You basically state that you own the work and permit other people do whatever they want with the project as long as the original copyright and license notice included in the software source.
yea as the official statement on my screenshot says^^
Source
sorry maybe your question is hard to answer
It is definitely an artifact. Code is always full of unused or outdated info, and you should definitely trust their public statement, not the code.

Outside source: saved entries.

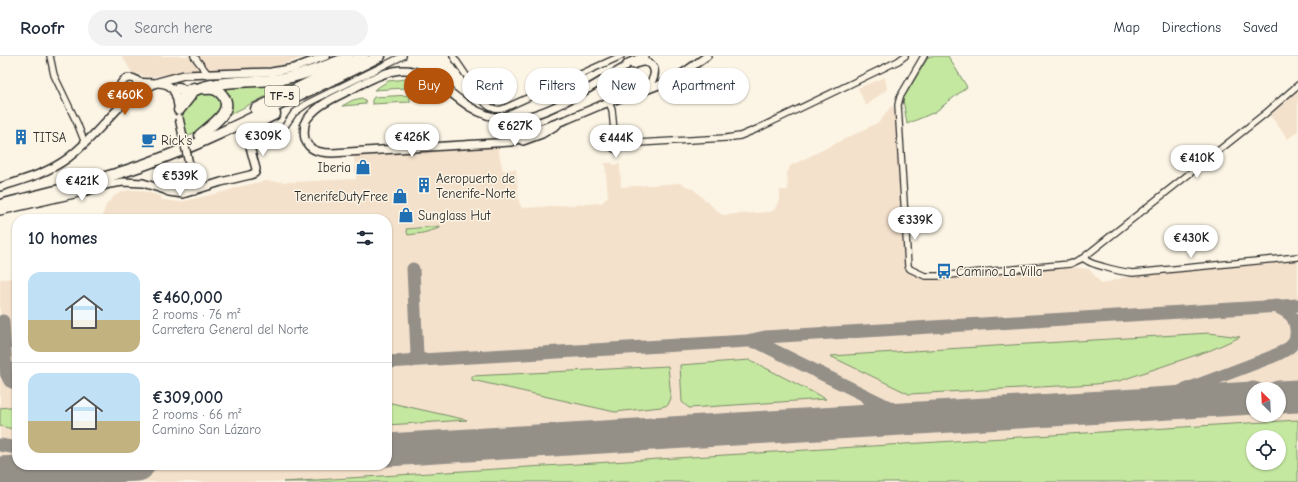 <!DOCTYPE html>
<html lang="en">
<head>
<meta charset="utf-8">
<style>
  :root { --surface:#fff; --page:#f2f2f3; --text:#1f2937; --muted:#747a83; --line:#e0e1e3; --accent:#b45309 }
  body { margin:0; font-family:"Comic Neue",sans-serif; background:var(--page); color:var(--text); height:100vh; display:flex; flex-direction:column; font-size:15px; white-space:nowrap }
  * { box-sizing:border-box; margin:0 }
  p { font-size:13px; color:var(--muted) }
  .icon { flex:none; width:22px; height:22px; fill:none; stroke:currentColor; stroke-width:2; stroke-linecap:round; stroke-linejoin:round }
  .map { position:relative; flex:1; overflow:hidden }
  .side { position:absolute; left:12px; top:158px; width:380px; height:256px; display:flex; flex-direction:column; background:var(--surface); border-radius:16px; box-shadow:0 1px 3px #0004 }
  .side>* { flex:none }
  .hud { position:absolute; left:404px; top:12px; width:380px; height:36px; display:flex; gap:8px }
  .needle { width:26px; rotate:336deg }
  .controls { position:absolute; left:1246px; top:326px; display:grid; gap:8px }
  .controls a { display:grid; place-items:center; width:40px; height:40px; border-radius:50%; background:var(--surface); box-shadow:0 1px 3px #0004; font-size:20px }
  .price { position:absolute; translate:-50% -34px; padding:0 9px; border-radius:14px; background:#fff; color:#222; font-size:13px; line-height:26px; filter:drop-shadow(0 1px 2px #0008) }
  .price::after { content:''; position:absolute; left:50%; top:24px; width:12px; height:9px; margin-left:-6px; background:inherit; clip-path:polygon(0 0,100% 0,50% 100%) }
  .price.current { background:var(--accent); color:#fff }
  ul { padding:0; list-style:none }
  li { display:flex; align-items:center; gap:12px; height:100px; padding:0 16px }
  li+li { border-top:1px solid var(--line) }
  li span { display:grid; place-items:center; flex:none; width:112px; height:80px; border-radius:12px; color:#555 }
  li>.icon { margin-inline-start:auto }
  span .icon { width:48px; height:48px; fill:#fffc; stroke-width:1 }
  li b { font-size:17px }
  h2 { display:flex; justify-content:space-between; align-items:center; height:48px; padding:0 16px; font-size:17px }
  .chip { padding:0 14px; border-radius:18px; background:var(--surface); box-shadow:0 1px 3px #0004; font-size:14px; line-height:36px }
  .chip.current { background:var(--accent); color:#fff }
  header { display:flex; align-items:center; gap:24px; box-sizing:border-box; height:56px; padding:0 20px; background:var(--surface); border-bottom:1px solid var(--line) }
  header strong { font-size:19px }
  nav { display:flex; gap:22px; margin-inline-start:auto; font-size:14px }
  .search { width:280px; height:36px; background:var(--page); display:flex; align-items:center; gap:10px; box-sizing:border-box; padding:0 14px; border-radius:22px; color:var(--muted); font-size:15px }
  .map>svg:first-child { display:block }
  .built { fill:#f4e1cc; fill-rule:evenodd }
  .green { fill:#c5e8a1; stroke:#788a66; fill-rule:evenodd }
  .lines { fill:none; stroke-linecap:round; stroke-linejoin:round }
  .taxiway { stroke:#949088; stroke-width:13 }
  .runway { stroke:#949088; stroke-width:33 }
  .minor-casing { stroke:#2b2b2b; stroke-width:8 }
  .secondary-casing { stroke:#2b2b2b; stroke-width:10 }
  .motorway-casing { stroke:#2b2b2b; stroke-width:13 }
  .minor { stroke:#fcf5e5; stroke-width:5.5 }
  .secondary { stroke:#fcf5e5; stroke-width:7 }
  .motorway { stroke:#fcf5e5; stroke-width:10 }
  .secondary-bridge-casing { stroke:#2b2b2b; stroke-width:10; stroke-linecap:butt }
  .secondary-bridge { stroke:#fcf5e5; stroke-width:7 }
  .labels { text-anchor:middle; stroke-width:3; stroke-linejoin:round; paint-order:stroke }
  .shield { fill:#fcf5e5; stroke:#6a6863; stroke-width:1 }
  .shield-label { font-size:12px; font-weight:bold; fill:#2b2b2b }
  .poi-label { font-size:13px; fill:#2b2b2b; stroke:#fcf5e5; text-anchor:start }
</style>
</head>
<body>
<header>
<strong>Roofr</strong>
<div class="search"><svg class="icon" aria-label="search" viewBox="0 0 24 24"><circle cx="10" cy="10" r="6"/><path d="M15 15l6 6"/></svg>Search here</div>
<nav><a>Map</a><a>Directions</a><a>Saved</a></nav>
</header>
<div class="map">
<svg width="1298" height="426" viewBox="0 0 1298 426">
  <rect width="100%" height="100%" fill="#fcf5e5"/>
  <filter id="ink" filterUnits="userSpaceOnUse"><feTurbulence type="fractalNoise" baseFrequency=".025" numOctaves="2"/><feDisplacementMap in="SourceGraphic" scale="8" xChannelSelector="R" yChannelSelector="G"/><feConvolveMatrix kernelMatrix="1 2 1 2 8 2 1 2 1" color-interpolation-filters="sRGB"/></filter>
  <g filter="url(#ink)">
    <!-- built -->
    <g class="built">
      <path d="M122 0H307L278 10 185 16 149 21 132 17Z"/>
      <path d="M885 21 887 33 866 50 858 32Z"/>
      <path d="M1298 34V75L1288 83 1269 58Z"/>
      <path d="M891 50 895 53 904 211 907 216 925 223 1072 211 1089 213 1102 228 1131 219 1298 205V426H0V223L17 222V409H387V163H101L106 149 114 140 122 136 129 134H138L161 140 162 144 180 146 223 136 238 131 264 125 290 126 356 123 353 94 496 85 503 114 516 113 519 146 522 152 601 147 608 141 605 107H613V109L620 108 621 131 680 127 693 133 722 159 769 156 774 154 779 145 780 134H788L787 118 790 110 877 67 881 64ZM1253 333H1279V359H1253ZM1253 381H1279V407H1253Z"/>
    </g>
    <!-- green -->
    <g class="green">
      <path d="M929 0H948L967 31 935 56 907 68 903 43Z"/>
      <path d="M300 22 290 28 225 61 218 32Z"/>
      <path d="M415 22 427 26 438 34 419 31 374 34 388 25Z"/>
      <path d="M207 36 215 38 221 44C222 63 200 72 186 82L182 64 184 54 194 40Z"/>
      <path d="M415 38 430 40 437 44 416 45Z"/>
      <path d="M410 39V46L372 48V44L374 41Z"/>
      <path d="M362 42 365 44 366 48 342 50 353 44Z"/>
      <path d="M440 170V172L423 177 408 179 406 173Z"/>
      <path d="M1209 277 1240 281 1211 294 1119 325 1096 328 909 338 830 300Z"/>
      <path d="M750 304 826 343 689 352 682 346 680 309Z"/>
      <path d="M668 310 671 342 668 349 661 351 615 356 472 324V320Z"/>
      <path d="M387 346 467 364 387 369Z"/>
      <path d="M17 350V374L0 370V352Z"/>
      <path d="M1298 364V426H283ZM1253 381H1279V407H1253Z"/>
    </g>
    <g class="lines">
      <!-- taxiway -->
      <g class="taxiway">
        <path d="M3 265 6 317 10 325 17 328"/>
        <path d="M749 285 759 287 897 355 926 361H942"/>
        <path d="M412 305 416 300 417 298 413 213"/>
        <path d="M387 306 747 285 765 281 1298 249"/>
        <path d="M1145 349C1179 336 1214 323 1248 310 1260 305 1275 301 1287 293 1298 287 1298 272 1293 262 1289 256 1282 253 1275 250"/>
        <path d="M860 366C873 362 880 350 866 341"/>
        <path d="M0 389 17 392"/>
        <path d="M113 409 121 410"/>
      </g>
      <!-- runway -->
      <g class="runway">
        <path d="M1279 341 1298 340"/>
        <path d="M387 394 1253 342"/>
        <path d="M0 417 138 409"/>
      </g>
      <!-- minor casing -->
      <g class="minor-casing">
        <g id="minor">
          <path d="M50 0 54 19 77 67 85 87"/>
          <path d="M194 0 207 17"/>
          <path d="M453 0 485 47C491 53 498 55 505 52L621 0"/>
          <path d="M924 0 900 41 898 49 908 210 910 213 925 220H938L1070 208 1083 202 1266 57 1298 29"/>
          <path d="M609 46 612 54 615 85"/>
          <circle cx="616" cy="89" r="4.5"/>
          <path d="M620 88 726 82 740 80 757 73 898 5 905 0"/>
          <path d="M251 93 254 87 283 73 294 57 308 47 403 0"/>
          <path d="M1083 202C1090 208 1095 208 1104 211 1114 214 1122 216 1133 217L1298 201"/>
        </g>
      </g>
      <!-- secondary casing -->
      <g class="secondary-casing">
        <g id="secondary">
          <path d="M633 9C636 8 639 6 643 6 658 6 658 25 644 31"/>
          <circle cx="130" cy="32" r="10"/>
          <path d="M137 26C160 29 174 20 178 50"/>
          <path d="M140 36 158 26 184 19 271 16 294 12 326 0"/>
          <path d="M306 64C300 87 309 97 332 97L511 86 525 81 534 75 568 63 599 50 628 39 638 37 664 27 683 17 707 0"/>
          <path d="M304 68C314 50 332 43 350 34 364 27 378 18 394 15 425 8 446 36 470 51 481 58 494 62 507 63 545 64 593 29 625 11L628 7 645 0"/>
          <path d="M523 85 542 78 557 69"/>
          <path d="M0 131C23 124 48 117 68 102 91 85 108 61 129 42"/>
          <path d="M192 135 186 134 183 130 184 123 188 120 195 121 198 124V130L194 135"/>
          <path d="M0 155 83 136 110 128 123 126 143 127 165 134 169 136 183 138 221 126 250 119 255 117 256 113 250 91 249 80"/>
        </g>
      </g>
      <!-- motorway casing -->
      <g class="motorway-casing">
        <g id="motorway">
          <path d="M179 32 184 36 194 32"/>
          <path d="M181 44C184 41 187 38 191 36 214 23 255 27 281 23 304 20 326 9 348 2"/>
          <path d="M256 53 363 0"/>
          <path d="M179 54 190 40"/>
          <path d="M200 79C210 70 235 55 223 40 219 34 213 32 206 33"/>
          <path d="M249 80C250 69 266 63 275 58"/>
          <path d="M0 149C49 137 98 125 146 108 199 89 250 63 301 38 328 26 354 13 380 0"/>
        </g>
      </g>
      <!-- minor -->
      <use href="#minor" class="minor"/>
      <!-- secondary -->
      <use href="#secondary" class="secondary"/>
      <!-- motorway -->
      <use href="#motorway" class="motorway"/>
      <!-- secondary-bridge casing -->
      <g class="secondary-bridge-casing">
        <path id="secondary-bridge" d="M179 62 189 108"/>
      </g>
      <!-- secondary-bridge -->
      <use href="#secondary-bridge" class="secondary-bridge"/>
    </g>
  </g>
  <!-- icons -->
  <defs>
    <g id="building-bare" transform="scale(1.2)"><path d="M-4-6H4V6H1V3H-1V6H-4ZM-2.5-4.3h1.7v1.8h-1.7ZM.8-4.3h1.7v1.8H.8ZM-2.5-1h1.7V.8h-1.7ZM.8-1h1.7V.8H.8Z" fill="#1f6fb2" stroke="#fcf5e5" stroke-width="2.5" paint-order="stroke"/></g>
    <g id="cafe-bare" transform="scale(1.2)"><path d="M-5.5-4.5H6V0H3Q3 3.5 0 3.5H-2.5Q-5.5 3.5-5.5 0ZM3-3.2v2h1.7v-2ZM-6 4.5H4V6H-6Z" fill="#1f6fb2" stroke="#fcf5e5" stroke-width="2.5" paint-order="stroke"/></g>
    <g id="shop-bare" transform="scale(1.2)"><path d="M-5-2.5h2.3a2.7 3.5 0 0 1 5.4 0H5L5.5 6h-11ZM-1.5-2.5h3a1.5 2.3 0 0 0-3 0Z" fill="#1f6fb2" stroke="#fcf5e5" stroke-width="2.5" paint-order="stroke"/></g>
    <g id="bus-bare" transform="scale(1.2)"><path d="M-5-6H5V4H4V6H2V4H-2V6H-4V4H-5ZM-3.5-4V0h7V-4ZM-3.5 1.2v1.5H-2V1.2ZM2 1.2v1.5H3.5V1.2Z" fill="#1f6fb2" stroke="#fcf5e5" stroke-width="2.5" paint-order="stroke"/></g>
  </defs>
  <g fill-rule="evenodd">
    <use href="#building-bare" x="21" y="81"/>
    <use href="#cafe-bare" x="149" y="84"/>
    <use href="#shop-bare" x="363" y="111"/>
    <use href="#building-bare" x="424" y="129"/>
    <use href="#shop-bare" x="400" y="140"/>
    <use href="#shop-bare" x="406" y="159"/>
    <use href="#bus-bare" x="944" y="215"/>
  </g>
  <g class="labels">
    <!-- shield labels -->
    <rect class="shield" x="265" y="30" width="34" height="20" rx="3"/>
    <g class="shield-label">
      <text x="282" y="44">TF-5</text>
    </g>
    <!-- poi labels -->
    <g class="poi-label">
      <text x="33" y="86">TITSA</text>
      <text x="161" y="89">Rick's</text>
      <text x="351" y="116" text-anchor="end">Iberia</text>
      <text x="436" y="127">Aeropuerto de<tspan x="436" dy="15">Tenerife-Norte</tspan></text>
      <text x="388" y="145" text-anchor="end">TenerifeDutyFree</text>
      <text x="418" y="164">Sunglass Hut</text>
      <text x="956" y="220">Camino La Villa</text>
    </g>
  </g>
</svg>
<div class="controls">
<a><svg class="needle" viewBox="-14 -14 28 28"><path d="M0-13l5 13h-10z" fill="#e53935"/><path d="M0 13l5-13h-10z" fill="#747a83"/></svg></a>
<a><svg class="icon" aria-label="locate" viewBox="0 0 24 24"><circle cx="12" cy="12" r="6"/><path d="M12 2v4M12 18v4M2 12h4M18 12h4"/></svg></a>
</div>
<b class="price current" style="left:125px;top:60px">€460K</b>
<b class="price" style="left:515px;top:91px">€627K</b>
<b class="price" style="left:263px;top:101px">€309K</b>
<b class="price" style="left:412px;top:102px">€426K</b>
<b class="price" style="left:616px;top:103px">€444K</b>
<b class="price" style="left:1197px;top:123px">€410K</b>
<b class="price" style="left:180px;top:141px">€539K</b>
<b class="price" style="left:82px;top:146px">€421K</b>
<b class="price" style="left:915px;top:185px">€339K</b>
<b class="price" style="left:1191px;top:203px">€430K</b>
<div class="hud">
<a class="chip current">Buy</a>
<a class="chip">Rent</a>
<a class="chip">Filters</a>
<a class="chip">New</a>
<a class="chip">Apartment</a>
</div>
<section class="side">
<h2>10 homes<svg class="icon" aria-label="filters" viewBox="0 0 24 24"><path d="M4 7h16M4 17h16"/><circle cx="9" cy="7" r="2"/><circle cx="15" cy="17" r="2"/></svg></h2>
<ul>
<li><span style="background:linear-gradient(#bfe0f5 60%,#c2b280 0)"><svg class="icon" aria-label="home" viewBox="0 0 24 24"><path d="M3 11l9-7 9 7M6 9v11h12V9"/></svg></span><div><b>€460,000</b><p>2 rooms · 76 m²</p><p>Carretera General del Norte</p></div></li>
<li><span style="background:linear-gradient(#bfe0f5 60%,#c2b280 0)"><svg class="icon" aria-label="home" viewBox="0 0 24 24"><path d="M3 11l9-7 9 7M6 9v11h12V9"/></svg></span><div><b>€309,000</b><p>2 rooms · 66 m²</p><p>Camino San Lázaro</p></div></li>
</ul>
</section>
</div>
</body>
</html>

But just to be sure, you should open up a pull request to remove the copyright in the code and replace it with the MIT license.
Copyright: Internet.
I hate the concept of patents, licenses and intellectual property... they hinder progress, therefore it’s certainly an artifact that I don’t care about... buttt a very interesting question. I never knew Steemit Inc held a copyright on the STEEM code. I wonder if this has implications on third-party dApps...
To my opinion the copyright belongs to Steemit Inc. and the other contributors. They grant others the right to use and/or modify it. In the last case this developers become additional copyright holders on the modified code, but they are forced to grant others the same rights. One point about this is, that in some jurisdictions it is not possible to transfer the copyright, only the usage rights.
(this is definitely no legal advice)
That is the right way:
The owner holds the copyright and gives a MIT license to it.
Open source is working normally in this way, so that you can mention the owner of the original work in your work.